Brokers have hit out at lenders’ dual pricing strategies as figures show two-year fixed rates are 1.14 per cent more expensive when taken out through a broker.
Research from Moneyfacts.co.uk shows while average rates on five-year fixes are roughly the same through both channels, two-year fixes are 1.14 per cent more expensive on average through intermediaries than direct. The average two-year fixed rate, taken up to 60 per cent, 70 per cent and 80 per cent LTV, is 3.02 per cent direct and 4.16 per cent through intermediaries.
Brokers have labelled the differential “unfair” and have questioned lenders’ motives. This comes after a number of lenders launched record-low two-year fixes at 1.99 per cent or below in recent months.

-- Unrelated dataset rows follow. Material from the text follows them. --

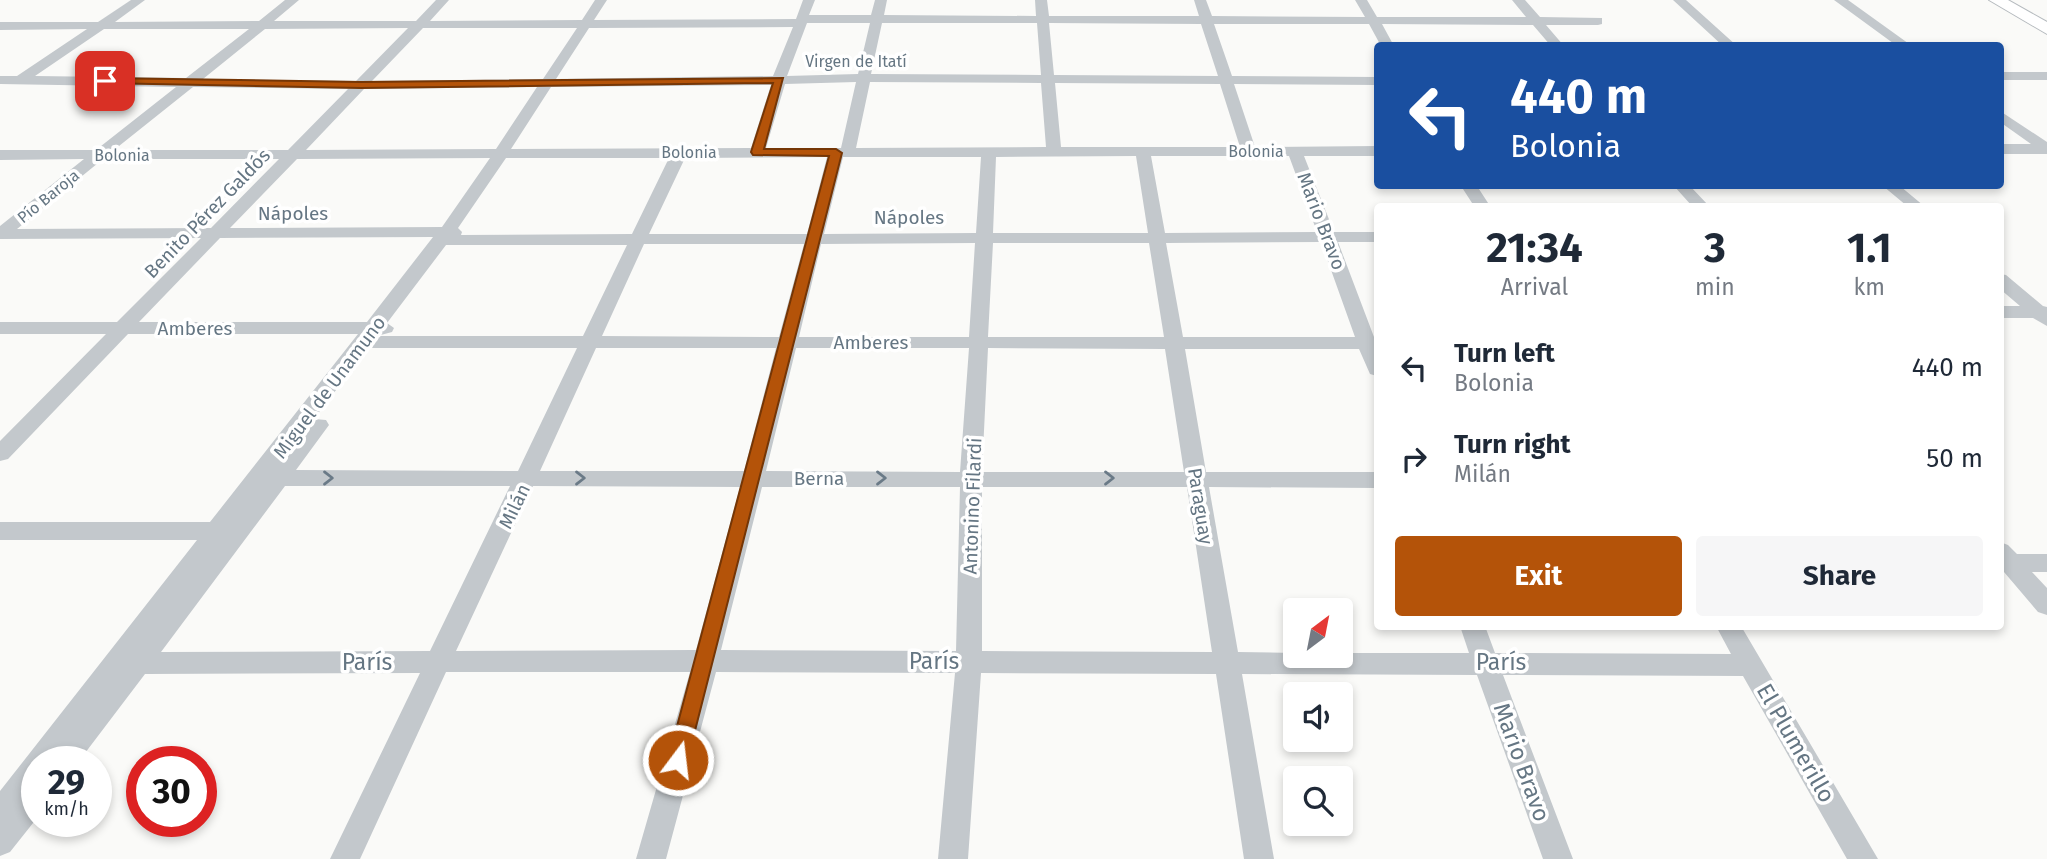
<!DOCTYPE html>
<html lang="en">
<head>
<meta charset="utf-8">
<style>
  body { margin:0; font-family:"Fira Sans",sans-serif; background:#f6f6f7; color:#1f2937; height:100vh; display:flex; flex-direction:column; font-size:26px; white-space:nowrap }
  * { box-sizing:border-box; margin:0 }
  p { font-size:23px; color:#747a83 }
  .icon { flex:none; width:38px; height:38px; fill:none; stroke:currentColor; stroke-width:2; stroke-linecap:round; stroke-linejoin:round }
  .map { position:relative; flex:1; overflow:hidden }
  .drawer { position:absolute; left:1374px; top:203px; width:630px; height:427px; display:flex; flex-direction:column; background:#fff; border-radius:7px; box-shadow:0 4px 10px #0003 }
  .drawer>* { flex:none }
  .guide { position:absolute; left:1374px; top:42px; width:630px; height:147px; border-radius:7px; box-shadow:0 4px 10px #0003; background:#1a4fa0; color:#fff; overflow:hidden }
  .needle { width:46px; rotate:32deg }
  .tools { position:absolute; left:1283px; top:598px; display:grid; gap:14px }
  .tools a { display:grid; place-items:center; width:70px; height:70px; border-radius:7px; background:#fff; box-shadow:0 4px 10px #0003; font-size:35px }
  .speed { position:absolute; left:21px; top:746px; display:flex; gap:14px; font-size:35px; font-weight:700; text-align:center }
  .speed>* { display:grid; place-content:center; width:91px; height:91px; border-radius:50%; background:#fff; box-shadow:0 4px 10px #0003; line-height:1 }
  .speed small { font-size:18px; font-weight:400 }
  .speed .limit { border:10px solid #d22; background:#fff; color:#111 }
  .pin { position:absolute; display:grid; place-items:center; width:60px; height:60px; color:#fff; margin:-30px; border-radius:14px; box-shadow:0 4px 10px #0006 }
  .me { position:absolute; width:77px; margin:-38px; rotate:15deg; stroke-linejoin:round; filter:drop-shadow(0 0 5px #0008) }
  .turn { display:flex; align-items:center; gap:24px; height:147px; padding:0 21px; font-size:32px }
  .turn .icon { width:91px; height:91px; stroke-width:2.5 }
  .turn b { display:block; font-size:49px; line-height:60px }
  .eta { display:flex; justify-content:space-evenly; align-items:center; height:119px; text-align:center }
  .eta b { font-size:42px; font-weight:700; line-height:49px }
  .cta { display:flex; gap:14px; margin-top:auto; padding:14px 21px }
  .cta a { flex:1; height:80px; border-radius:7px; background:#b45309; color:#fff; font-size:28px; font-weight:700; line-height:80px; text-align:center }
  .cta a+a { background:#f6f6f7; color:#1f2937 }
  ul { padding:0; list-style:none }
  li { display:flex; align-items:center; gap:21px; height:91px; padding:0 21px }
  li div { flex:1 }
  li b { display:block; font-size:26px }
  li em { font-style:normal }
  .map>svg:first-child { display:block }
</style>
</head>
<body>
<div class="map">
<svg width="2047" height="859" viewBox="0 0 2047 859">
  <rect width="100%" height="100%" fill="#fafaf8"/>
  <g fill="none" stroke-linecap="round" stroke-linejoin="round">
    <defs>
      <path id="major" d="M1989 0H2008L2047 22V34Z"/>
    </defs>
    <use href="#major" stroke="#b5babe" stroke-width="2"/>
    <path fill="#c3c8cc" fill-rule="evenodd" d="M131 0H145L115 22 259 21 285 0H299L274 21H416L436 0H449L430 21 582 20 595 0H607L594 20 796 19 803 0H815L809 15H871L875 0H887L884 15 1036 16 1035 0H1047L1049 16H1199L1194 0H1206L1212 16 1365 17 1355 0H1367L1377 17H1526L1512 0H1525L1540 17 1602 18V24L1598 25H1546L1564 46H1551L1533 25 1382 24 1394 46H1381L1369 24H1214L1232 76 1377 77V85L1234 84 1255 147 1377 146V156H1304L1334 232H1377V242H1338L1374 337H1377V376L1370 374 1359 349H1185L1206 472H1377V488L1209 487 1238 652 1295 653V656H1340V653H1469L1460 626H1485L1495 653 1731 654 1716 626H1741L1878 859H1847L1743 676 1503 675 1573 859H1543L1477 675 1242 674 1274 859H1244L1216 674 981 673 968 859H938L955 673 716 672 666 859H636L690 672H446L360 859H330L420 673 145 674 79 761H37V818L10 852 0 856V791L197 540H0V522H210L358 334H128L8 459 0 461V441L106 334H0V322H117L201 238 0 239V226L84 159 0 160V150H96L176 87 0 84V76H17L87 29 0 30V22H98ZM807 23H870L858 74 787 76ZM882 23H1037L1041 75 871 74ZM1049 23 1201 24 1218 76 1054 75ZM793 27 773 76 556 79 589 28ZM408 28 356 81 203 79 265 29ZM423 28H577L543 79 372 81ZM104 29H249L186 78 35 76ZM856 82 841 148H766L785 84ZM870 82 1041 83 1046 147 856 148ZM1055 83 1220 84 1240 147H1061ZM771 85 751 148 511 149 551 87ZM193 87 348 89 288 150H114ZM537 87 496 149 306 150 364 89ZM1136 156 1148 233H993L996 157ZM1151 156H1289L1317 232 1165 233ZM827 157 807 234H649L685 158ZM843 157H981L976 233 824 234ZM490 158 442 227 230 228 297 159ZM506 158H669L632 234 461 235 462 232 458 228ZM103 159H279L211 228 17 229ZM433 237 367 322H139L220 238ZM1321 242 1355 337H1183L1166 243ZM975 243 969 337H799L821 244ZM993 243H1149L1164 337H988ZM644 244H804L779 337 602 336ZM446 245H627L583 336H377L392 332 394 328 387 323ZM368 348H577L518 471 296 470 329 425 326 420 314 419ZM596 348H776L744 471H540ZM796 348H969L960 472 766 471ZM988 348 1165 349 1184 472H982ZM285 486H510L430 651 161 652ZM533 486 740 487 696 650 456 651ZM762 487H960L956 651 721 650ZM982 487H1187L1212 652 982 651Z
      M1673 0H1686L1737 46H1723Z
      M1834 0H1848L1912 46H1897Z
      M2000 72H2047V80H2000Z
      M2000 111 2047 142V154H2000V144H2031L2000 122Z
      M1461 186H1477L1490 206H1474Z
      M1674 186H1690L1709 206H1692Z
      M1883 186H1900L1924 206H1907Z
      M2000 274 2006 275 2043 306 2047 307V326L2033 318H2000V306H2020L2000 289Z
      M2000 542 2008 545 2017 554H2047V572H2032L2047 588V615L2038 612 2004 572 2000 571Z"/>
    <use href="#major" fill="#fff" fill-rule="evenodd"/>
  </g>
  <defs><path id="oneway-chevron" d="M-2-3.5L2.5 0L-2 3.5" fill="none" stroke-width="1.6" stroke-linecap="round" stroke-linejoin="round" transform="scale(1.75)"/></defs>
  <g stroke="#6a7a87">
    <use href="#oneway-chevron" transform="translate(328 478)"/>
    <use href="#oneway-chevron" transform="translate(580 478)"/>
    <use href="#oneway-chevron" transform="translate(881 478)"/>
    <use href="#oneway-chevron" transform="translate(1109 478)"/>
  </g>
  <path fill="#b45309" stroke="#753606" stroke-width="2" d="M105 78 361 82 783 78 764 149H836L842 153 686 766 678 769 671 766 668 760 829 156 753 155 751 152 773 83 361 88 101 83 100 81Z"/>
  <g text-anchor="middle" stroke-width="7" stroke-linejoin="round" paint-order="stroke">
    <g font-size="16" fill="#657683" stroke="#fff">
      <text x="856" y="67">Virgen de Itatí</text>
      <text x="1256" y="157">Bolonia</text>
      <text x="689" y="158">Bolonia</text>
      <text x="122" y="161">Bolonia</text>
      <text transform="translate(48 196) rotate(-39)" y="6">Pío Baroja</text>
    </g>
    <g font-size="19" fill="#657683" stroke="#fff">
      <text transform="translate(207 213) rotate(-46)" y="7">Benito Pérez Galdós</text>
      <text x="293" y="220">Nápoles</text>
      <text x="909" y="224">Nápoles</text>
      <text transform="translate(1322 221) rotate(69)" y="7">Mario Bravo</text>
      <text x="195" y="335">Amberes</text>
      <text x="871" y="349">Amberes</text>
      <text transform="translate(329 387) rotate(-53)" y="7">Miguel de Unamuno</text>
      <text x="819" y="485">Berna</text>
      <text transform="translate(514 506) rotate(-64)" y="7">Milán</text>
      <text transform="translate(972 506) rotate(-88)" y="7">Antonino Filardi</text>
      <text transform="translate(1201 506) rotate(81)" y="7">Paraguay</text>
    </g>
    <g font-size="23" fill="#657683" stroke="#fff">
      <text x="934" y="669">París</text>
      <text x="367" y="670">París</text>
      <text x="1501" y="670">París</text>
      <text transform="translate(1796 743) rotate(60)" y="8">El Plumerillo</text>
      <text transform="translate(1522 762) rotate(70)" y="8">Mario Bravo</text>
    </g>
  </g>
</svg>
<div class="tools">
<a><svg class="needle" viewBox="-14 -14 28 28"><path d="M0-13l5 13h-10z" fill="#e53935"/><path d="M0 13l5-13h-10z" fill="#747a83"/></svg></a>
<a><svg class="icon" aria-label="sound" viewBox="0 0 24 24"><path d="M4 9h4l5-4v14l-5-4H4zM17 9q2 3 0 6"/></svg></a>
<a><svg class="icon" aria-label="search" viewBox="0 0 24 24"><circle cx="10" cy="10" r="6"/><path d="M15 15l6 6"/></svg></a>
</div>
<div class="speed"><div>29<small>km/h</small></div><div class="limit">30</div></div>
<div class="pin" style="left:105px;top:81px;background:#d93025"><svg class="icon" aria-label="arrive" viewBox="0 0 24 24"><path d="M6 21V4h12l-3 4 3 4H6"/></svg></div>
<svg class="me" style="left:678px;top:760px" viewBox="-20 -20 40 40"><circle r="17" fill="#b45309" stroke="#fff" stroke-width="3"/><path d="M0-11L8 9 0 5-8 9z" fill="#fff"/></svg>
<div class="guide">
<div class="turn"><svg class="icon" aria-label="left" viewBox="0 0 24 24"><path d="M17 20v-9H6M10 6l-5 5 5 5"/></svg><div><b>440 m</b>Bolonia</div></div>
</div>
<section class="drawer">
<div class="eta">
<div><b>21:34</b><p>Arrival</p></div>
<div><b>3</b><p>min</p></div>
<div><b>1.1</b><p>km</p></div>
</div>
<ul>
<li><svg class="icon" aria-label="left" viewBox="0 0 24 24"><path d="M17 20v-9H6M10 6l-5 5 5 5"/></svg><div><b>Turn left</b><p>Bolonia</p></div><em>440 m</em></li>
<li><svg class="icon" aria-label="right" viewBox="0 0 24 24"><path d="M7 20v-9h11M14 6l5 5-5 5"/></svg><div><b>Turn right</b><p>Milán</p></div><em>50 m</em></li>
</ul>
<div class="cta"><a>Exit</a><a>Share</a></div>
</section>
</div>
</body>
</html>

Your Mortgage Decisions director Dominik Lipnicki says: “It is unfair for brokers and it is unfair for clients, as they are unable to get professional advice without paying a higher rate.
“We find it difficult to understand why the regulator does not look as this closer.”
Chadney Bulgin mortgage partner Jonathan Clark says: “Lenders appear to be offering similar five-year fixed rates through broker and direct channels but there continues to be a gap on two-year fixed rates in favour of the direct deals, which are now as low as 1.74 per cent.
“It appears lenders are happy to take our customers away from us for two but not five years, possibly because the broker channel will be proactive in considering other lenders at the end of the initial rate.”
Tesco, Abbey, HSBC and Yorkshire Building Society have launched two-year fixes at 1.99 per cent or lower since October.
Currently, the lowest available mortgage rate is a direct-only two-year fix from Chelsea Building Society at 1.74 per cent for loans up to 60 per cent LTV.